Granted, the pattern is not unusual, but the baseline is lower than it has been in five years. While a basically subjective indicator like CI might not tell us a lot, it is at least a clue to the general economic mood. An atmosphere in which enthusiasm is waning is not conducive to increasing investment and expanding business activities, and indicators like the slowdown of manufacturing activity and the leveling off of the stock market tend to reinforce that notion.
What we may be seeing the beginnings of in all these “deteriorata”—little indications of erosion—is a more generalized downturn that economic theory in some ways predicts is the inevitable outcome for a consumption-driven economy. Outside influences, such as those that are driving the value of the peso, largely keeping the stock market in a stagnant position, and creating the classic “capital flowing uphill” scenario of a strongly positive current account paired with a strongly negative capital account, will eventually cause a retraction as long as the economy is overbalanced toward wealth collection rather than wealth creation.
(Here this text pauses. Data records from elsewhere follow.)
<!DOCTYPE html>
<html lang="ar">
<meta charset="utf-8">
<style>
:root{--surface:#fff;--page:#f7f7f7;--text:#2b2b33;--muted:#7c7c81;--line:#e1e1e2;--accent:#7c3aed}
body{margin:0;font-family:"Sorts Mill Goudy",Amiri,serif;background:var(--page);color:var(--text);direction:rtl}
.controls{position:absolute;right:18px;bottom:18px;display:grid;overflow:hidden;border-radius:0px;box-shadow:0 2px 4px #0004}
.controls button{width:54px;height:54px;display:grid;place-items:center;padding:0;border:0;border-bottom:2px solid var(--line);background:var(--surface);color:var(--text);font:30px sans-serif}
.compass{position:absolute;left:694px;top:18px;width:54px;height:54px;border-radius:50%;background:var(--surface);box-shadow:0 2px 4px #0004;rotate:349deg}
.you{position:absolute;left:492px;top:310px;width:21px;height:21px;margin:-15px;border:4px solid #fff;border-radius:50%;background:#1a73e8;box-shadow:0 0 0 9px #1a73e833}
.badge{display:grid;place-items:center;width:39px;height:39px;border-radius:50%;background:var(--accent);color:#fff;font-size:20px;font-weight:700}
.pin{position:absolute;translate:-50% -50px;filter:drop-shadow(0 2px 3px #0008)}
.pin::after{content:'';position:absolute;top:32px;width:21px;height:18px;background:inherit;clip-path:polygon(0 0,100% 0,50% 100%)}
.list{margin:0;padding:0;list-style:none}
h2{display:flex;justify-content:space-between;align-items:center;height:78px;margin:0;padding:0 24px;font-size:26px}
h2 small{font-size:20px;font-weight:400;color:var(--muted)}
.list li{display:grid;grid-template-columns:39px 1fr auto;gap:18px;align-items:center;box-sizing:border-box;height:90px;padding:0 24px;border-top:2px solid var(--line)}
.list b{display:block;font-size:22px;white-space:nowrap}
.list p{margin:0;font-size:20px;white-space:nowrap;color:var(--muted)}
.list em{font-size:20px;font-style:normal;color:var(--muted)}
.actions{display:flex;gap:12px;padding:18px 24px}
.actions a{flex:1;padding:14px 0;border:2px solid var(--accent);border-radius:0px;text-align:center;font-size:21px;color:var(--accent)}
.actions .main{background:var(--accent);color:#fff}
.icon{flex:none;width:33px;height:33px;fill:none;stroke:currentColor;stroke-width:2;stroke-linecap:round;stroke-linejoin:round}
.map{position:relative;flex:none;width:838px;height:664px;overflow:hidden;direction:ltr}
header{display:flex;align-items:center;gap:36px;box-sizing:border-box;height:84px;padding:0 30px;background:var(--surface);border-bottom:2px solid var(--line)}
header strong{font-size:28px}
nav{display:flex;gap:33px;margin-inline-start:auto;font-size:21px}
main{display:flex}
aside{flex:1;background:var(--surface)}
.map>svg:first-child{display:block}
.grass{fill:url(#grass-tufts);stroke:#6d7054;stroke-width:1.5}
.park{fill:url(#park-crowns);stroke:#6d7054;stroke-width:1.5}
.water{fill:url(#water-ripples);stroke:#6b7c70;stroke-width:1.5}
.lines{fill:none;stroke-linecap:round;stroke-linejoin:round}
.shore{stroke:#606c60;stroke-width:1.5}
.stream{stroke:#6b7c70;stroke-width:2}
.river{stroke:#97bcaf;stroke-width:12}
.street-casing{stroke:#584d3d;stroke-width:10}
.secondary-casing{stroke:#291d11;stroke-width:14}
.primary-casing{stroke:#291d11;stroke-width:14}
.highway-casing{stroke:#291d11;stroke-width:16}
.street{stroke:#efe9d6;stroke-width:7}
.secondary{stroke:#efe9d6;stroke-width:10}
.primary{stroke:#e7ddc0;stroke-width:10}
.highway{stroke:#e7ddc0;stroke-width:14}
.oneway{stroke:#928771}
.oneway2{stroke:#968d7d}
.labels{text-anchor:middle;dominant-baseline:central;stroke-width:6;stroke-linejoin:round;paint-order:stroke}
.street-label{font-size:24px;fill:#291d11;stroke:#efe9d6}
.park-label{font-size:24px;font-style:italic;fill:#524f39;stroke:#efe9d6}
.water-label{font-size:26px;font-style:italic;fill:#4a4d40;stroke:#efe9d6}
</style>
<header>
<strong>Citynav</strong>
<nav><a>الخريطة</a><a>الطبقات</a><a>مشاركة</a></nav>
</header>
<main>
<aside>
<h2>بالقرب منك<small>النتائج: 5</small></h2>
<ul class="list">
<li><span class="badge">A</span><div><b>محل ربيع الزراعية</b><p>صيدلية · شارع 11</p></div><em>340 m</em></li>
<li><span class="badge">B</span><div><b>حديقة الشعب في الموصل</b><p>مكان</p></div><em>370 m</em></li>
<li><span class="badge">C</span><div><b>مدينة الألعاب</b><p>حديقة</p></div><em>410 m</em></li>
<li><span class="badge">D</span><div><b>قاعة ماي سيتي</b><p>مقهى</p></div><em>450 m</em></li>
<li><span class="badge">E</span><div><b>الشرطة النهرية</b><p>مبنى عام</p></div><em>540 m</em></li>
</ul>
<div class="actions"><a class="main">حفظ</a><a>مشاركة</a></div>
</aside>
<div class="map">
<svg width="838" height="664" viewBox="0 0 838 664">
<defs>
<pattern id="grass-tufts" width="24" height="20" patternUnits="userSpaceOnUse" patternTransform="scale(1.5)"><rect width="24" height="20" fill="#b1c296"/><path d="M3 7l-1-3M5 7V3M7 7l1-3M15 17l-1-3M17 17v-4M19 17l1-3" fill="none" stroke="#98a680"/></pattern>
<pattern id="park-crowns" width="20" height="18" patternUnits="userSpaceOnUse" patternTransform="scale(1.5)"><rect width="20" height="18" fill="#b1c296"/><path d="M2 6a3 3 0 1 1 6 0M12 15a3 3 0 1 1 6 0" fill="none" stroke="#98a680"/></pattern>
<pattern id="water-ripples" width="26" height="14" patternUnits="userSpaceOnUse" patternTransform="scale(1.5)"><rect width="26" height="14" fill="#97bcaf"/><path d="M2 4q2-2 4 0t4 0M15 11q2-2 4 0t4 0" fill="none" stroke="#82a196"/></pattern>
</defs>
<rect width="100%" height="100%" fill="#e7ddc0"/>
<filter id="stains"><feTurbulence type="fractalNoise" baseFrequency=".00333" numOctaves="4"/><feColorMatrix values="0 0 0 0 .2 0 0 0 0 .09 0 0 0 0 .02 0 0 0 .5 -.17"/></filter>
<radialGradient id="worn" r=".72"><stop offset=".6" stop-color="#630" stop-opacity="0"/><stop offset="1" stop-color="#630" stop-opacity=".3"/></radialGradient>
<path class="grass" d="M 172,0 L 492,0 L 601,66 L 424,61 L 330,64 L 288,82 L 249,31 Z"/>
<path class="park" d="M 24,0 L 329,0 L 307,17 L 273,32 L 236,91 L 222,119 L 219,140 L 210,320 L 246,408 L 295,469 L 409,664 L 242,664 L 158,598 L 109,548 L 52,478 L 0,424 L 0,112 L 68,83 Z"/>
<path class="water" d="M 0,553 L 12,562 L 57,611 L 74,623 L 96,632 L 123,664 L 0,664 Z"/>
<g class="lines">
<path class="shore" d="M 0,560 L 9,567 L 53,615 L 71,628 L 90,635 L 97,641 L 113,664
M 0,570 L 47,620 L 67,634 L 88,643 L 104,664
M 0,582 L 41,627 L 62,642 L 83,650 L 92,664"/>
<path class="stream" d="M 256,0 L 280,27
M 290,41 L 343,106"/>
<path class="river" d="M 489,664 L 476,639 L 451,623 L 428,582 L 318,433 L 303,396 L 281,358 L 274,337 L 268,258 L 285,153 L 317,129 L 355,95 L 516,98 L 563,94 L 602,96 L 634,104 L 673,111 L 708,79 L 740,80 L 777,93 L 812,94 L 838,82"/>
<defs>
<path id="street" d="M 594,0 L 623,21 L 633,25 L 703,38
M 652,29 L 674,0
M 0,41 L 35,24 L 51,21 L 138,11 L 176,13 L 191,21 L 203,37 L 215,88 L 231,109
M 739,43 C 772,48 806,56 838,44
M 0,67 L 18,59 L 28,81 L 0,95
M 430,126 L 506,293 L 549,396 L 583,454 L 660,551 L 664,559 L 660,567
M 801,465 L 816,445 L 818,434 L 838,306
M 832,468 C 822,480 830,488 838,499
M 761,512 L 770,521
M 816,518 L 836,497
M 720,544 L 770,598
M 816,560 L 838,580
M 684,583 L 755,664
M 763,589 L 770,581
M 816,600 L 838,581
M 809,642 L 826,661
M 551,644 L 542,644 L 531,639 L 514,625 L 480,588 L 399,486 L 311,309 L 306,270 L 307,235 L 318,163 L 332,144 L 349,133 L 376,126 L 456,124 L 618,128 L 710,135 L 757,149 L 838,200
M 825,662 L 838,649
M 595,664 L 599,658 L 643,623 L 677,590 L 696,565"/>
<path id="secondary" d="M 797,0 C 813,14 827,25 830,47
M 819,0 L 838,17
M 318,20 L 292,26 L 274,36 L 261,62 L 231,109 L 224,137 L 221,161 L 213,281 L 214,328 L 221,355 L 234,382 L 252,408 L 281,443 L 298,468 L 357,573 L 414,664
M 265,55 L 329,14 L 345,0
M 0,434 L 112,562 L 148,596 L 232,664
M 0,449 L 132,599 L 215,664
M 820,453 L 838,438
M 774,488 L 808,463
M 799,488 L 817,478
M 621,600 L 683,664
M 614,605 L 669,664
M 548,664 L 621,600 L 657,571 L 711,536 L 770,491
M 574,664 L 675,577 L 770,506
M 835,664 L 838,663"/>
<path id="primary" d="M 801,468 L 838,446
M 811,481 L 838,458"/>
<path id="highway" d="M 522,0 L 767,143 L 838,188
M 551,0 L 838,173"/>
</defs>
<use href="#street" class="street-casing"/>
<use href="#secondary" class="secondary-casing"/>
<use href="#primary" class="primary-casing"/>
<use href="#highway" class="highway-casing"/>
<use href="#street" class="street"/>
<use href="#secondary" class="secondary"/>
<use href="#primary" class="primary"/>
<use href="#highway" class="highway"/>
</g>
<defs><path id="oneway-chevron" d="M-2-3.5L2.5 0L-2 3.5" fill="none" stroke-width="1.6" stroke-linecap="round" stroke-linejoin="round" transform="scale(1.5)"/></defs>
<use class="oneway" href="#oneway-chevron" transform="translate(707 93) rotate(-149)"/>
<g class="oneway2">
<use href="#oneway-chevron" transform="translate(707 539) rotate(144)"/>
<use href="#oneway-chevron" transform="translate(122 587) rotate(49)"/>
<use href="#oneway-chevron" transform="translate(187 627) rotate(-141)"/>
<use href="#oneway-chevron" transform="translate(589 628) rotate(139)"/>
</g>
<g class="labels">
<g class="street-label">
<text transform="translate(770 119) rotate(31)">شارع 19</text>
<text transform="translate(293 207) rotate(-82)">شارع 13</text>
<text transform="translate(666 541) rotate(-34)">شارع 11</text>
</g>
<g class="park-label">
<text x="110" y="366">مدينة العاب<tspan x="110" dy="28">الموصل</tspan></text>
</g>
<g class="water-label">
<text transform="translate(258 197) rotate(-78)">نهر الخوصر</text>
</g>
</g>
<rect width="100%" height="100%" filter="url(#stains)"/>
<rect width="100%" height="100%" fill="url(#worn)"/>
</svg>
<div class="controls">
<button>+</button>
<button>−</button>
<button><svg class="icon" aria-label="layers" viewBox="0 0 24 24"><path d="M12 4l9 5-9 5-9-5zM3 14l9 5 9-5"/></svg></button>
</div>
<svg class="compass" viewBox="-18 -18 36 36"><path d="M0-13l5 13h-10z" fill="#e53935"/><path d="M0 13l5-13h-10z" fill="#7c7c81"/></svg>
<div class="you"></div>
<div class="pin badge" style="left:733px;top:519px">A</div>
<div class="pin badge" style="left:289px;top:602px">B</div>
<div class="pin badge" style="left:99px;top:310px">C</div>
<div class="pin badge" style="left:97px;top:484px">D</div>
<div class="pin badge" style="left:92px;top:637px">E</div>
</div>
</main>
The third-quarter GDP figures to be released later this week may give us some clue as to which direction the economy is headed, or they may not; since this is not technically a purely consumption-driven economy (no economy is), the trend in either direction is not likely to be smooth. But if we begin to see a pattern in which positive differences in the growth rate from one quarter to the previous one are consistently smaller than the negative differences in quarters in which growth slows, we should worry. That has already happened across the last three quarters (the first two quarters of this year and the last quarter of 2013), and while that’s not enough to establish a pattern, it’s something to watch carefully.